Exercise: Using the listing below, show all lines that hold the word "content".

Records for this task:
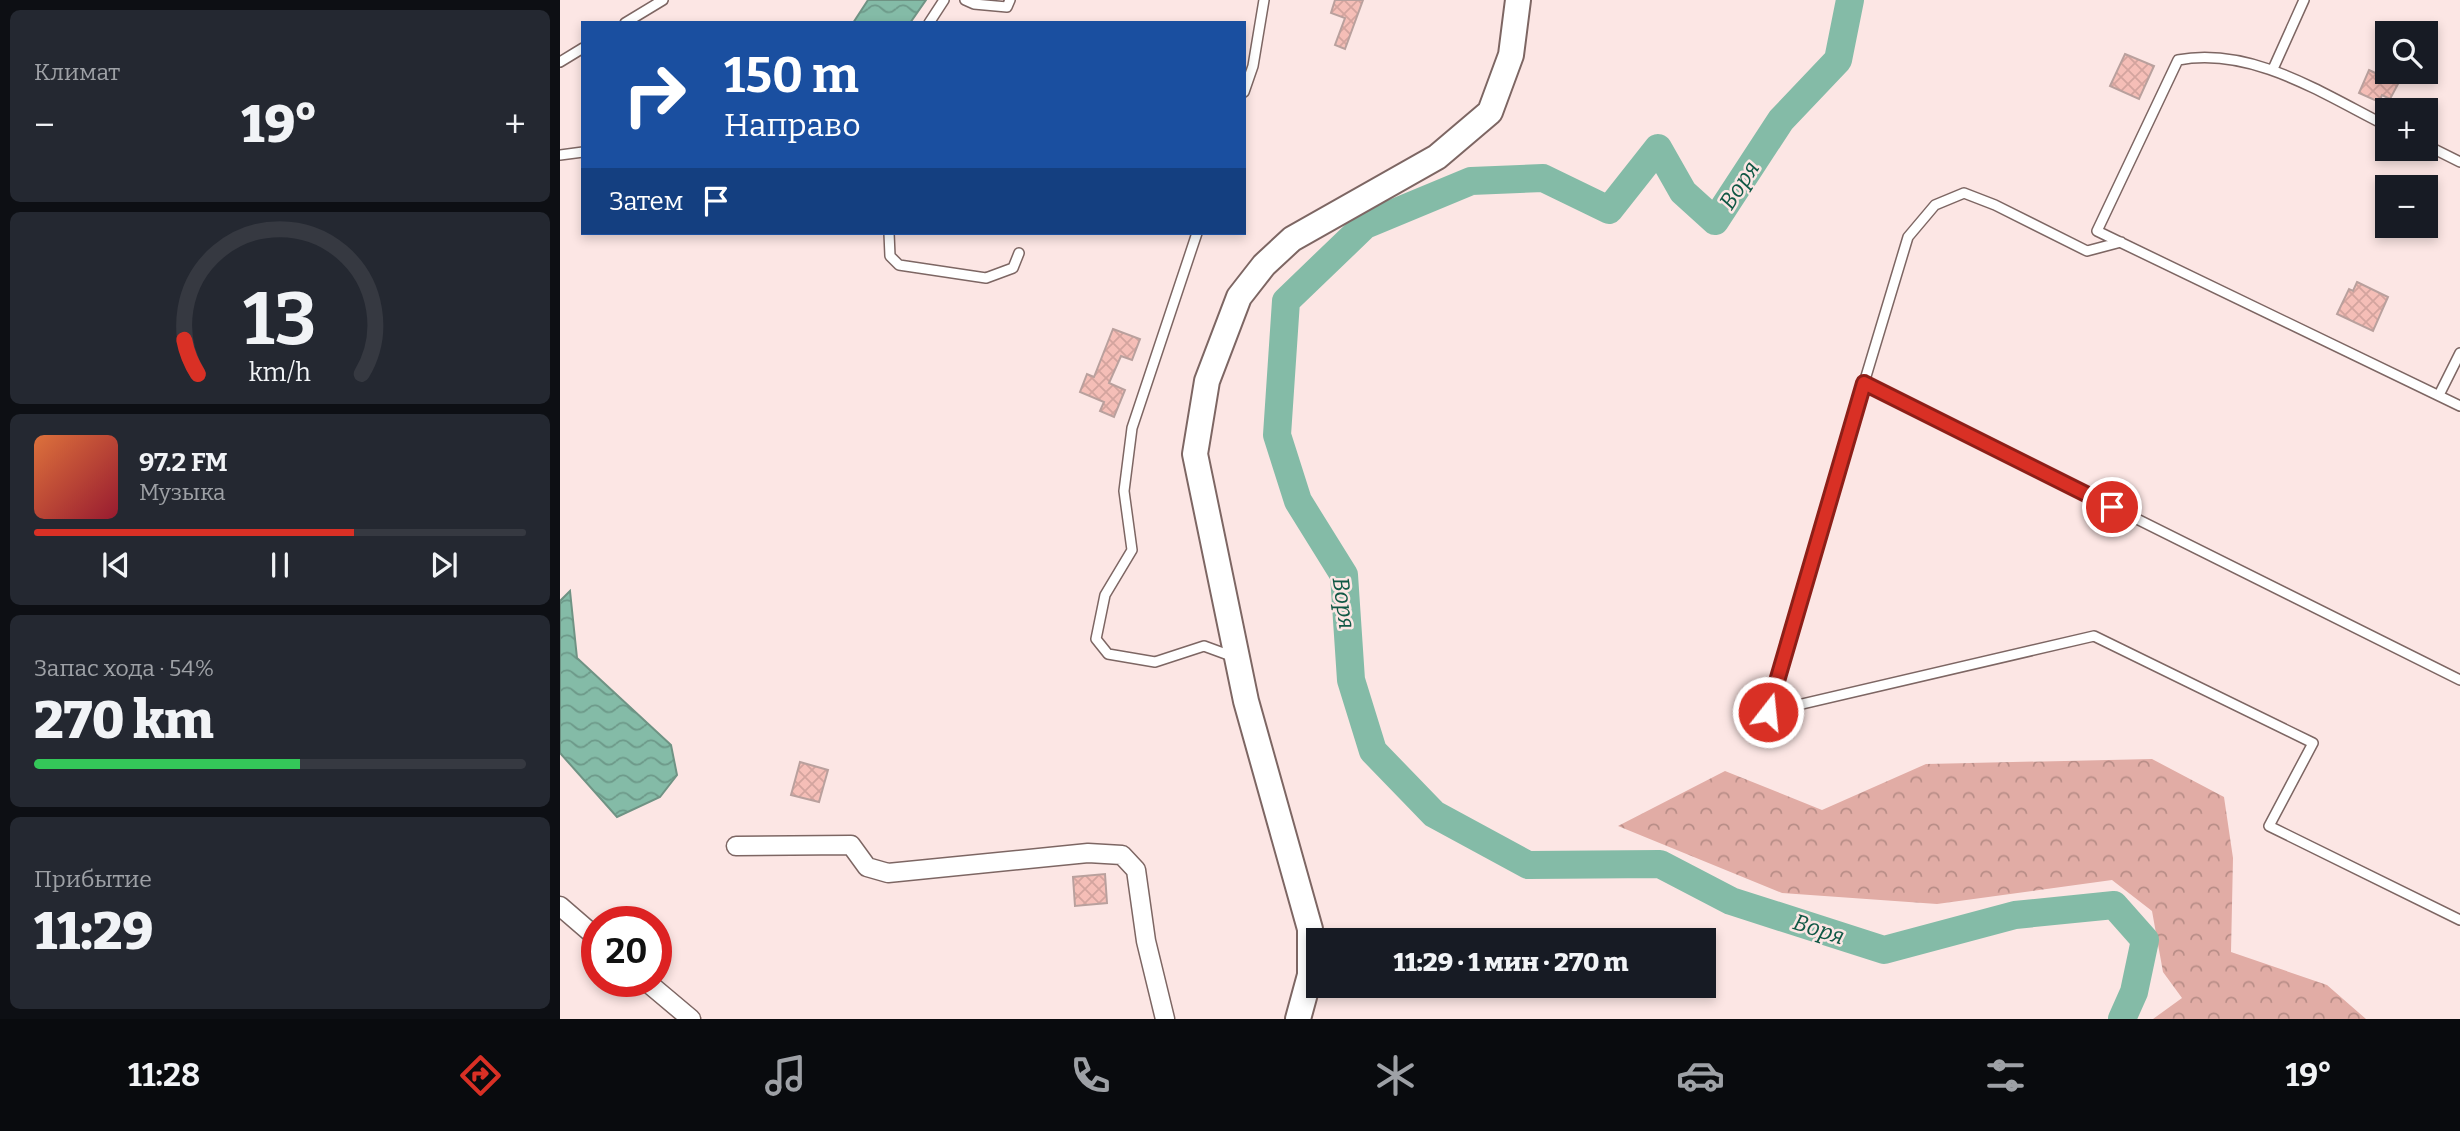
<!DOCTYPE html>
<html lang="ru">
<meta charset="utf-8">
<style>
body{margin:0;font-family:Bitter,serif;background:#242831;color:#f1f3f6;height:100vh;display:flex;flex-direction:column;font-size:26px;white-space:nowrap}
*{box-sizing:border-box;margin:0}
p{font-size:23px;color:#9ea1a6}
.icon{flex:none;width:38px;height:38px;fill:none;stroke:currentColor;stroke-width:2;stroke-linecap:round;stroke-linejoin:round}
.map{position:relative;flex:1;overflow:hidden}
.drawer{display:flex;flex-direction:column;gap:10px;padding:10px;background:#0d0f14;width:560px}
.drawer>*{flex:none}
.hud{position:absolute;left:21px;top:21px;width:665px;height:214px;border-radius:0px;box-shadow:0 4px 10px #0003;background:#1a4fa0;color:#fff;overflow:hidden}
.buttons{position:absolute;left:1815px;top:21px;display:grid;gap:14px}
.buttons a{display:grid;place-items:center;width:63px;height:63px;border-radius:0px;background:#171b24;box-shadow:0 4px 10px #0003;font-size:35px}
.speed{position:absolute;left:21px;top:906px;display:flex;gap:14px;font-size:35px;font-weight:700;text-align:center}
.speed>*{display:grid;place-content:center;width:91px;height:91px;border-radius:50%;background:#171b24;box-shadow:0 4px 10px #0003;line-height:1}
.speed .limit{border:10px solid #d22;background:#fff;color:#111}
.pin{position:absolute;display:grid;place-items:center;width:60px;height:60px;color:#fff;margin:-30px;border:4px solid #fff;border-radius:50%;box-shadow:0 2px 7px #0007}
.me{position:absolute;width:77px;margin:-38px;rotate:16deg;stroke-linejoin:round;filter:drop-shadow(0 0 5px #0008)}
.turn{display:flex;align-items:center;gap:24px;height:147px;padding:0 28px;font-size:32px}
.turn .icon{width:91px;height:91px;stroke-width:2.5}
.turn b{display:block;font-size:49px;line-height:60px}
.then{display:flex;align-items:center;height:66px;padding:0 28px;background:#0003;gap:14px;font-size:26px}
.big{font-size:52px;font-weight:800;line-height:1.1}
.drawer .tile{flex:1;display:flex;flex-direction:column;justify-content:center;gap:10px;min-width:0;padding:0 24px;border-radius:10px;background:#242831}
.drawer .dial{align-items:center;gap:0}
.dial svg{height:182px;overflow:visible;fill:none;stroke:#363941;stroke-width:7;stroke-linecap:round;text-anchor:middle}
.dial text{fill:#f1f3f6;stroke:none}
.song{display:flex;align-items:center;gap:21px}
.cover{width:84px;height:84px;border-radius:10px;background:linear-gradient(135deg,hsl(20 70% 55%),hsl(350 70% 35%))}
.played{height:7px;border-radius:4px;background:linear-gradient(90deg,#d93025 65%,#363941 65%)}
.keys{display:flex;justify-content:space-around;direction:ltr}
.heat{display:flex;justify-content:space-between;align-items:center;font-size:38px;direction:ltr}
.charge{height:10px;border-radius:5px;background:linear-gradient(90deg,#34c759 54%,#363941 0)}
.trip{position:absolute;left:746px;top:928px;width:410px;height:70px;border-radius:0px;background:#171b24;box-shadow:0 4px 10px #0003;font-weight:800;line-height:70px;text-align:center}
.tab-bar{display:flex;height:112px;justify-content:space-around;align-items:center;background:#090b0e;color:#9ea1a6}
.tab-bar .icon{width:49px;height:49px}
.tab-bar .current{color:#d93025}
.tab-bar b{font-size:32px;color:#f1f3f6}
main{display:flex;flex:1;min-height:0}
.map>svg:first-child{display:block}
</style>
<main>
<section class="drawer">
<div class="tile"><p>Климат</p>
<div class="heat"><a>−</a><b class="big">19°</b><a>+</a></div>
</div>
<div class="tile dial"><svg viewBox="0 0 100 80">
<path d="M14 69A42 42 0 1 1 86 69"/>
<path d="M14 69A42 42 0 0 1 8 54" stroke="#d93025"/>
<text x="50" y="56" font-size="32" font-weight="700">13</text>
<text x="50" y="72" font-size="11">km/h</text>
</svg></div>
<div class="tile">
<div class="song"><i class="cover"></i><div><b>97.2 FM</b><p>Музыка</p></div></div>
<div class="played"></div>
<div class="keys"><svg class="icon" aria-label="previous" viewBox="0 0 24 24"><path d="M18 5L8 12l10 7zM5 5v14"/></svg><svg class="icon" aria-label="pause" viewBox="0 0 24 24"><path d="M8 5v14M16 5v14"/></svg><svg class="icon" aria-label="next" viewBox="0 0 24 24"><path d="M6 5l10 7-10 7zM19 5v14"/></svg></div>
</div>
<div class="tile"><p>Запас хода · 54%</p><b class="big">270 km</b><div class="charge"></div></div>
<div class="tile"><p>Прибытие</p><b class="big">11:29</b></div>
</section>
<div class="map">
<svg width="1900" height="1019" viewBox="0 0 1900 1019">
<defs>
<pattern id="forest-crowns" width="20" height="18" patternUnits="userSpaceOnUse" patternTransform="scale(1.75)"><rect width="20" height="18" fill="#e1aca5"/><path d="M2 6a3 3 0 1 1 6 0M12 15a3 3 0 1 1 6 0" fill="none" stroke="#b88d87"/></pattern>
<pattern id="water-waves" width="16" height="10" patternUnits="userSpaceOnUse" patternTransform="scale(1.75)"><rect width="16" height="10" fill="#84bba7"/><path d="M0 5q4-4 8 0t8 0" fill="none" stroke="#6d9989"/></pattern>
<pattern id="building-cross-hatch" width="8" height="8" patternUnits="userSpaceOnUse" patternTransform="scale(1.75)"><rect width="8" height="8" fill="#f5beb7"/><path d="M0 0l8 8M0 8l8-8" fill="none" stroke="#d3a49e"/></pattern>
</defs>
<rect width="100%" height="100%" fill="#fce6e4"/>
<path fill="url(#forest-crowns)" d="M1592,759L1664,797L1673,858L1671,952L1767,985L1806,1019H1593L1622,998L1603,972L1592,911L1552,880L1377,904L1222,893L1058,826L1165,771L1262,810L1366,764Z"/>
<path fill="url(#water-waves)" stroke="#6f9384" stroke-width="2" d="M308,0H366L350,23H293Z
M10,591L17,658L111,745L117,775L100,797L57,817L0,753V601Z"/>
<g fill="none" stroke-linecap="round" stroke-linejoin="round">
<path stroke="#84bba7" stroke-width="28" d="M1290,0L1278,60L1221,120L1155,221L1123,192L1098,148L1049,210L983,178L911,181L805,225L726,301L717,435L738,501L784,575L791,680L813,751L874,814L968,865L1100,864L1171,901L1324,950L1455,915L1554,905L1585,940L1574,992L1562,1019"/>
</g>
<path fill="url(#building-cross-hatch)" stroke="#b9a09d" stroke-width="2" d="M775,0H803L785,49L775,45L785,18L771,13Z
M1565,54L1594,66L1579,99L1550,86Z
M1809,70L1838,84L1830,99L1822,95L1819,102L1799,93Z
M1797,282L1828,297L1813,331L1777,314L1789,289L1793,291Z
M553,329L580,339L572,360L561,356L549,383L565,390L554,417L540,411L544,402L520,392L527,374L534,377Z
M240,762L268,770L259,802L231,795Z
M545,874L547,903L515,906L513,877Z"/>
<g fill="none" stroke-linecap="round" stroke-linejoin="round">
<g stroke="#7d6663" stroke-width="12">
<path id="lane" d="M405,0L414,4L447,7L450,0
M65,23L103,0
M369,23L384,0
M0,62L23,48
M1713,69L1744,0
M684,92L693,66L704,0
M1827,126C1763,94 1692,46 1618,60L1537,231L1900,406
M1866,145L1900,162
M0,155L23,152
M329,233L330,256L339,265L426,278L453,268L459,253
M637,233L572,428L564,491L572,550L545,595L536,639L548,654L595,662L644,646L674,657
M1561,242L1527,251L1435,205L1404,193L1375,205L1348,237L1304,383L1900,680
M1304,383L1208,712L1534,636L1753,743L1709,826L1900,920
M1879,395L1900,353"/>
</g>
<g stroke="#7d6663" stroke-width="21">
<path id="street" d="M176,846L291,845L307,867L328,873L528,853L562,855L576,870L586,941L605,1019
M0,906L37,938
M87,982L131,1019"/>
</g>
<g stroke="#7d6663" stroke-width="28">
<path id="secondary" d="M738,1019L750,975V929L686,701L635,454L647,381L679,297L704,265L732,239L877,157L930,112L951,55L958,0"/>
</g>
<use href="#lane" stroke="#fff" stroke-width="9"/>
<use href="#street" stroke="#fff" stroke-width="18"/>
<use href="#secondary" stroke="#fff" stroke-width="24"/>
</g>
<g fill="none" stroke-linecap="round" stroke-linejoin="round">
<g stroke="#8d1f18" stroke-width="18">
<path id="route" d="M1208,712L1304,383L1552,507"/>
</g>
<use href="#route" stroke="#d93025" stroke-width="12"/>
</g>
<g text-anchor="middle" dominant-baseline="central" stroke-width="5" stroke-linejoin="round" paint-order="stroke">
<g font-size="23" font-style="italic" fill="#105845" stroke="#fce6e4">
<text transform="translate(1179 185) rotate(-57)">Воря</text>
<text transform="translate(784 603) rotate(82)">Воря</text>
<text transform="translate(1259 929) rotate(18)">Воря</text>
</g>
</g>
</svg>
<div class="buttons">
<a><svg class="icon" aria-label="search" viewBox="0 0 24 24"><circle cx="10" cy="10" r="6"/><path d="M15 15l6 6"/></svg></a>
<a>+</a>
<a>−</a>
</div>
<div class="speed"><div class="limit">20</div></div>
<div class="pin" style="left:1552px;top:507px;background:#d93025"><svg class="icon" aria-label="arrive" viewBox="0 0 24 24"><path d="M6 21V4h12l-3 4 3 4H6"/></svg></div>
<svg class="me" style="left:1208px;top:712px" viewBox="-20 -20 40 40"><circle r="17" fill="#d93025" stroke="#fff" stroke-width="3"/><path d="M0-11L8 9 0 5-8 9z" fill="#fff"/></svg>
<div class="trip">11:29 · 1 мин · 270 m</div>
<div class="hud">
<div class="turn"><svg class="icon" aria-label="right" viewBox="0 0 24 24"><path d="M7 20v-9h11M14 6l5 5-5 5"/></svg><div><b>150 m</b>Направо</div></div>
<div class="then">Затем<svg class="icon" aria-label="arrive" viewBox="0 0 24 24"><path d="M6 21V4h12l-3 4 3 4H6"/></svg></div>
</div>
</div>
</main>
<nav class="tab-bar">
<b>11:28</b>
<svg class="icon current" aria-label="directions" viewBox="0 0 24 24"><path d="M12 3l9 9-9 9-9-9zM9 14v-3h6M13 9l2 2-2 2"/></svg>
<svg class="icon" aria-label="music" viewBox="0 0 24 24"><path d="M9 18V5l10-2v13"/><circle cx="6" cy="18" r="3"/><circle cx="16" cy="16" r="3"/></svg>
<svg class="icon" aria-label="phone" viewBox="0 0 24 24"><path d="M5 4h4l2 5-3 2q2 4 5 5l2-3 5 2v4C11 20 4 13 5 4z"/></svg>
<svg class="icon" aria-label="climate" viewBox="0 0 24 24"><path d="M12 3v18M4 7l16 10M4 17L20 7"/></svg>
<svg class="icon" aria-label="car" viewBox="0 0 24 24"><path d="M5 17H2v-5l4-1 3-4h7l3 4 3 1v5h-3M9 17h6M6 11h13"/><circle cx="7" cy="17" r="2"/><circle cx="17" cy="17" r="2"/></svg>
<svg class="icon" aria-label="filters" viewBox="0 0 24 24"><path d="M4 7h16M4 17h16"/><circle cx="9" cy="7" r="2"/><circle cx="15" cy="17" r="2"/></svg>
<b>19°</b>
</nav>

The answer:
.speed>*{display:grid;place-content:center;width:91px;height:91px;border-radius:50%;background:#171b24;box-shadow:0 4px 10px #0003;line-height:1}
.drawer .tile{flex:1;display:flex;flex-direction:column;justify-content:center;gap:10px;min-width:0;padding:0 24px;border-radius:10px;background:#242831}
.keys{display:flex;justify-content:space-around;direction:ltr}
.heat{display:flex;justify-content:space-between;align-items:center;font-size:38px;direction:ltr}
.tab-bar{display:flex;height:112px;justify-content:space-around;align-items:center;background:#090b0e;color:#9ea1a6}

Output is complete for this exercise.